A common misconception persists in distributed database operations: "Cassandra replicates data across nodes, so backups are unnecessary." This reasoning conflates two fundamentally different concepts—high availability and data protection.

Replication provides high availability: if one node fails, other replicas serve requests without interruption. However, replication faithfully propagates all changes to all replicas, including destructive ones. When an application bug deletes data, that deletion replicates. When an operator runs DROP TABLE, the table disappears from all nodes simultaneously. Replication ensures consistency—it ensures all replicas reflect the same state, whether that state is correct or catastrophically wrong.

Backups provide data protection: the ability to recover to a known good state after data loss, corruption, or disaster. Backups exist outside the replication system, immune to changes propagating through the cluster.

Disaster Scenarios¶

Understanding the range of potential disasters helps define appropriate backup strategies. Disasters fall into three broad categories: infrastructure failures, human errors, and external threats.

Infrastructure Failures¶

Single Node Failure

The most common failure mode. Causes include:

Disk failure (SSDs have finite write endurance; HDDs have mechanical failures)
Memory errors (ECC can correct some; others cause crashes)
Power supply failure
Motherboard or CPU failure
Operating system corruption
Network interface failure (node appears down to cluster)

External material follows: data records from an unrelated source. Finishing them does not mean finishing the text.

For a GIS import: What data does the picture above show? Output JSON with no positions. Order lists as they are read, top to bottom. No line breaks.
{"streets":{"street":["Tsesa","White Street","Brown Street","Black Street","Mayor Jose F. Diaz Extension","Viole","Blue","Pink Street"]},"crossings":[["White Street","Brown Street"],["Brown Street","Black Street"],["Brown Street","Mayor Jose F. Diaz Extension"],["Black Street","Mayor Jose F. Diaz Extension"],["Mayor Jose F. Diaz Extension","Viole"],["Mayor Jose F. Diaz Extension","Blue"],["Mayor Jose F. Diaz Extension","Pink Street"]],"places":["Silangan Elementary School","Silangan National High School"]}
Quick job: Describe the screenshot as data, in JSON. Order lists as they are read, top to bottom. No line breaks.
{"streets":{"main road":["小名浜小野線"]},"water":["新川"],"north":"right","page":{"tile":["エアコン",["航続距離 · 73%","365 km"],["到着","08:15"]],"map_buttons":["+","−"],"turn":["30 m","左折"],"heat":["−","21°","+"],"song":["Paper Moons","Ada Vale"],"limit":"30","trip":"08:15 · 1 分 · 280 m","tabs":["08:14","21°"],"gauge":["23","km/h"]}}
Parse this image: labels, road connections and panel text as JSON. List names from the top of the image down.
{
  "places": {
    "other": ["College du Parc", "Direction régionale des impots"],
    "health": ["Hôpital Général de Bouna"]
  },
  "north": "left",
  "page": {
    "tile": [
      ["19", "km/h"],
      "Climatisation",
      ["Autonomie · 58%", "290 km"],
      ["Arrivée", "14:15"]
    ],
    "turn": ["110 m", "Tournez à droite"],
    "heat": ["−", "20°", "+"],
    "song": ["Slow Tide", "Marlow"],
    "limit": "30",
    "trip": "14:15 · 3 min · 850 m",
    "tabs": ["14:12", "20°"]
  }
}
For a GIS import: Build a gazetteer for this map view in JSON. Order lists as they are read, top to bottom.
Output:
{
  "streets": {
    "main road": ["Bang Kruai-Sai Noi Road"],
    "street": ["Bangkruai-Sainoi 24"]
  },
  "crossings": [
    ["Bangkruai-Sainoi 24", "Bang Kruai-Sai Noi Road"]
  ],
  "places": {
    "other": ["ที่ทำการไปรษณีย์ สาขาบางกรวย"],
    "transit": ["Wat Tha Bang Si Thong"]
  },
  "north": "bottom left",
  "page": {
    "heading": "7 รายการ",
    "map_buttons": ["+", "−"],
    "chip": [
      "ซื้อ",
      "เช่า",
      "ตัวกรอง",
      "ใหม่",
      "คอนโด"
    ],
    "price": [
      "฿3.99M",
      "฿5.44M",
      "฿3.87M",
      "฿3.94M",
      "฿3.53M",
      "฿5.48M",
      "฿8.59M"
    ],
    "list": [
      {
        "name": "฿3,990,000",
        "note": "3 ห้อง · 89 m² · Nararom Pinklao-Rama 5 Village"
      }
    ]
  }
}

With RF=3, single node failures are non-events for availability—other replicas serve requests. However, the failed node's data must be rebuilt, either from backup or by streaming from other replicas.

Rack Failure

Multiple nodes fail simultaneously due to shared infrastructure:

Top-of-rack switch failure (all nodes in rack lose network)
PDU (Power Distribution Unit) failure (all nodes lose power)
Cooling failure in rack zone (thermal shutdown)
Shared storage failure (if using SAN/NAS)
Cable tray damage (fire, water, physical impact)

Rack-aware replication (NetworkTopologyStrategy with rack configuration) ensures replicas span racks. A rack failure should not cause data unavailability, but rebuilding an entire rack strains cluster resources.

Datacenter Failure

Complete loss of a datacenter:

Power grid failure affecting the facility
Network connectivity loss (upstream provider failure, fiber cut)
Natural disasters (earthquake, flood, hurricane, fire)
Cooling system failure (facility-wide thermal event)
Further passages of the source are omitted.